§ **ASSIGNED TASK**
State the number of lines in the records underneath where the word "height" turns up, and say nothing else.

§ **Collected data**
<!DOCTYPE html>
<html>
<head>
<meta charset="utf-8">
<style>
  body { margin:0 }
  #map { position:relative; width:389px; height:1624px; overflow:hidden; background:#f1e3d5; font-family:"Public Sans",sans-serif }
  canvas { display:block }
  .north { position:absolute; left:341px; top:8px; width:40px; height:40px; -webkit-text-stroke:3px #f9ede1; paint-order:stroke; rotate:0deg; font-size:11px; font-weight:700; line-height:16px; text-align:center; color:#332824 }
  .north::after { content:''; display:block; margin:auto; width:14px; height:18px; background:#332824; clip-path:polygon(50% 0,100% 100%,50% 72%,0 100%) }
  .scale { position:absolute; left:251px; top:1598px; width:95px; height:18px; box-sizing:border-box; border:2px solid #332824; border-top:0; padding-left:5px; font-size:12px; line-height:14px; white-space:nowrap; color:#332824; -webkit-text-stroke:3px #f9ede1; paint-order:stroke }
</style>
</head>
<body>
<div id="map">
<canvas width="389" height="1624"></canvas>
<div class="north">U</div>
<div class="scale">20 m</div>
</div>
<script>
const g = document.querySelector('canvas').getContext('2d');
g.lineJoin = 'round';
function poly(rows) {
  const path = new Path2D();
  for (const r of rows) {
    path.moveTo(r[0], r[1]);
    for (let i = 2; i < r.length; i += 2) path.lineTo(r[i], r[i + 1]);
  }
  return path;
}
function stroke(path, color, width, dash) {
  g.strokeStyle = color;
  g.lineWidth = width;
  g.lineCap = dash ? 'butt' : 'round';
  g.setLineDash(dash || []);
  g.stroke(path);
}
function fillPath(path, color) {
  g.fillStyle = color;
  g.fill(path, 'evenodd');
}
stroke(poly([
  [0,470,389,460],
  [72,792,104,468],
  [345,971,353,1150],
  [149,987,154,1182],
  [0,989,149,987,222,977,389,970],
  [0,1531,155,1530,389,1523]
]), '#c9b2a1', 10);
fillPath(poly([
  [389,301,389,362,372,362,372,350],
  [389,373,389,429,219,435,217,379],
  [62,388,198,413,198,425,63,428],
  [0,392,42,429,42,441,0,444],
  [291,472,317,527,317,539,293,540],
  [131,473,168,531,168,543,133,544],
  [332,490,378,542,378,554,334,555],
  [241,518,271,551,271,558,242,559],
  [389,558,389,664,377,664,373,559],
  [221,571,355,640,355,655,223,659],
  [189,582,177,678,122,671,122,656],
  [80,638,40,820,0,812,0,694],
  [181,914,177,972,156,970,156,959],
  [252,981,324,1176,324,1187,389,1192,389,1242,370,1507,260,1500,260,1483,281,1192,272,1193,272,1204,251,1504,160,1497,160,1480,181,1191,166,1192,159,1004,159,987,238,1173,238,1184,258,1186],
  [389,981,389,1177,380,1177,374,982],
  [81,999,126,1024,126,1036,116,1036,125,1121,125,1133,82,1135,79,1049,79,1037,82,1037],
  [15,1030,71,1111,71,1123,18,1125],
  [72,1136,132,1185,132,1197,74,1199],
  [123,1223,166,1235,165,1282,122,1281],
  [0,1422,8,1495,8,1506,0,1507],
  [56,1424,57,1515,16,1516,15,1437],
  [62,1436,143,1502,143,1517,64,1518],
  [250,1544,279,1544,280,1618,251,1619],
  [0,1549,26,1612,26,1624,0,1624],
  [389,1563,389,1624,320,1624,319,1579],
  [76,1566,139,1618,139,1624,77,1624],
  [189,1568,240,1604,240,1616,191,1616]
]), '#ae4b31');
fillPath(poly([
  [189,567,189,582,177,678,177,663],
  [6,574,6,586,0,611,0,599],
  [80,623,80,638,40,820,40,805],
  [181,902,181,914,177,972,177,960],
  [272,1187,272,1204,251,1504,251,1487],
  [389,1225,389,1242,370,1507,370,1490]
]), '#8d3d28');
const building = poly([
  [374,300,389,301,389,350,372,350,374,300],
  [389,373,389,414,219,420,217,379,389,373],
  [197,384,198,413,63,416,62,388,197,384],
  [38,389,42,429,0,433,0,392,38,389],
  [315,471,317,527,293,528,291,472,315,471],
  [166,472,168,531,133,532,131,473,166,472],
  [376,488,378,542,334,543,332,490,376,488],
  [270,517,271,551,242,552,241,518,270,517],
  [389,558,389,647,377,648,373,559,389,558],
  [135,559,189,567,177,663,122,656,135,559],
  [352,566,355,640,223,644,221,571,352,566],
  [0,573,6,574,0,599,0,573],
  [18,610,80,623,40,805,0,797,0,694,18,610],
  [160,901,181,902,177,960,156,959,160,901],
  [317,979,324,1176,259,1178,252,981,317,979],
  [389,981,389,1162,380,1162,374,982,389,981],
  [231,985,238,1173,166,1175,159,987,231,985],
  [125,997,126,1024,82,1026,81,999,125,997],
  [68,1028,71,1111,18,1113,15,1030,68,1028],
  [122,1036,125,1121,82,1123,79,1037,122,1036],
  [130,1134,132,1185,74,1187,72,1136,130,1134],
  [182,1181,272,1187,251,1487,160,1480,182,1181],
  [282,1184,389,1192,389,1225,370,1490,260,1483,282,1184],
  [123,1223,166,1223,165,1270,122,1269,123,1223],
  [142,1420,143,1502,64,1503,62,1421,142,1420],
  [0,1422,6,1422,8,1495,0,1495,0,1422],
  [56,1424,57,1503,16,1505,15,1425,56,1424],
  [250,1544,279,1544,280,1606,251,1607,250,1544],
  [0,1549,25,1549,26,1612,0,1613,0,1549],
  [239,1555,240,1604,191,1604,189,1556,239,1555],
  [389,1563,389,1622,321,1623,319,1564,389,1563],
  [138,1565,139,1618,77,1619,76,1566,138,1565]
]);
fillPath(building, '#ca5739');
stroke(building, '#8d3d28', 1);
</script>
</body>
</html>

§ **WRITTEN REPLY**
5